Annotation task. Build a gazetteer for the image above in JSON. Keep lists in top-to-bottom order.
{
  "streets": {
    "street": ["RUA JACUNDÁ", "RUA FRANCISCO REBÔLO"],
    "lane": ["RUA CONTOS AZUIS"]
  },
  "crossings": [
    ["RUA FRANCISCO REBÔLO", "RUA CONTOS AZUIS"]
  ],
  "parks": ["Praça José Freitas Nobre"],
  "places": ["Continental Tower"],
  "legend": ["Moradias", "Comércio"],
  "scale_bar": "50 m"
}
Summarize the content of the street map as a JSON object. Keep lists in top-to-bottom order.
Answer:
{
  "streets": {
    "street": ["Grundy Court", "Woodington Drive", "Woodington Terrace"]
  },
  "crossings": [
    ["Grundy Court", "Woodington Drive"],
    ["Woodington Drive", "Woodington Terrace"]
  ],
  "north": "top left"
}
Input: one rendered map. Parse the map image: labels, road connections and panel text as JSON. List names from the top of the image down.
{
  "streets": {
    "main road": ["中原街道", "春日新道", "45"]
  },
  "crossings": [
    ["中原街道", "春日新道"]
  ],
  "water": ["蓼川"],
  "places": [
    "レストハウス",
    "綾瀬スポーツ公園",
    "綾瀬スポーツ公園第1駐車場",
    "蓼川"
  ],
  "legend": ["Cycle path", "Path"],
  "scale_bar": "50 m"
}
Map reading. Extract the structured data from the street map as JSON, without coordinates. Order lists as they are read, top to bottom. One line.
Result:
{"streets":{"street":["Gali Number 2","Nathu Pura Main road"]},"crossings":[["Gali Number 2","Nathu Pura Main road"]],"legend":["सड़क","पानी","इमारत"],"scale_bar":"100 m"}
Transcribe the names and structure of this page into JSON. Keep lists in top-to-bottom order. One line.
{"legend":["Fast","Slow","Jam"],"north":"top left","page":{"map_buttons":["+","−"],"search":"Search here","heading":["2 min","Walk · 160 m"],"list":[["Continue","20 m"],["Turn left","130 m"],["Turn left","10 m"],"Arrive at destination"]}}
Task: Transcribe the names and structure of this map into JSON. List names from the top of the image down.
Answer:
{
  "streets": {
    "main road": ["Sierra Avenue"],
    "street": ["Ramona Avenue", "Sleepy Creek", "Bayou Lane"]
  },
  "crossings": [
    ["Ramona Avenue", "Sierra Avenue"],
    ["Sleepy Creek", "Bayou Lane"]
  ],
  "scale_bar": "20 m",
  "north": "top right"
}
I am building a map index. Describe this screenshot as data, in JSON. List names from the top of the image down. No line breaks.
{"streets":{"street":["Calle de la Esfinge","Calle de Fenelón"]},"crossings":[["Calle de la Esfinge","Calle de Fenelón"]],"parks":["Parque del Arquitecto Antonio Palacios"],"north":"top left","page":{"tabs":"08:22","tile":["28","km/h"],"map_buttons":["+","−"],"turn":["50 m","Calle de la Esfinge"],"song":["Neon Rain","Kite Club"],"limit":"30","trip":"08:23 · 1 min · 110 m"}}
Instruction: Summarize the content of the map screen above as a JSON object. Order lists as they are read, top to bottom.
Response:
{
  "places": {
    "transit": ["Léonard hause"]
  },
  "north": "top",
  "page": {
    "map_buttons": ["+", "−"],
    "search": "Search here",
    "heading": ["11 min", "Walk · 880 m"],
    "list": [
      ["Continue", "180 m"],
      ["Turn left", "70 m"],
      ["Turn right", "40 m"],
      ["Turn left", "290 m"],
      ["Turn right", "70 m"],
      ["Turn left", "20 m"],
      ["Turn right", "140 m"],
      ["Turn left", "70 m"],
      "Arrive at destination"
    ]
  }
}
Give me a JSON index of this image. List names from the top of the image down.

....

The word to find is "they". Copy every line of the records that holds it.

Map reading. Extract the structured data from the street map as JSON, without coordinates. Order lists as they are read, top to bottom. One line.
Instruction: Summarize the content of the map screen above as a JSON object. Order lists as they are read, top to bottom.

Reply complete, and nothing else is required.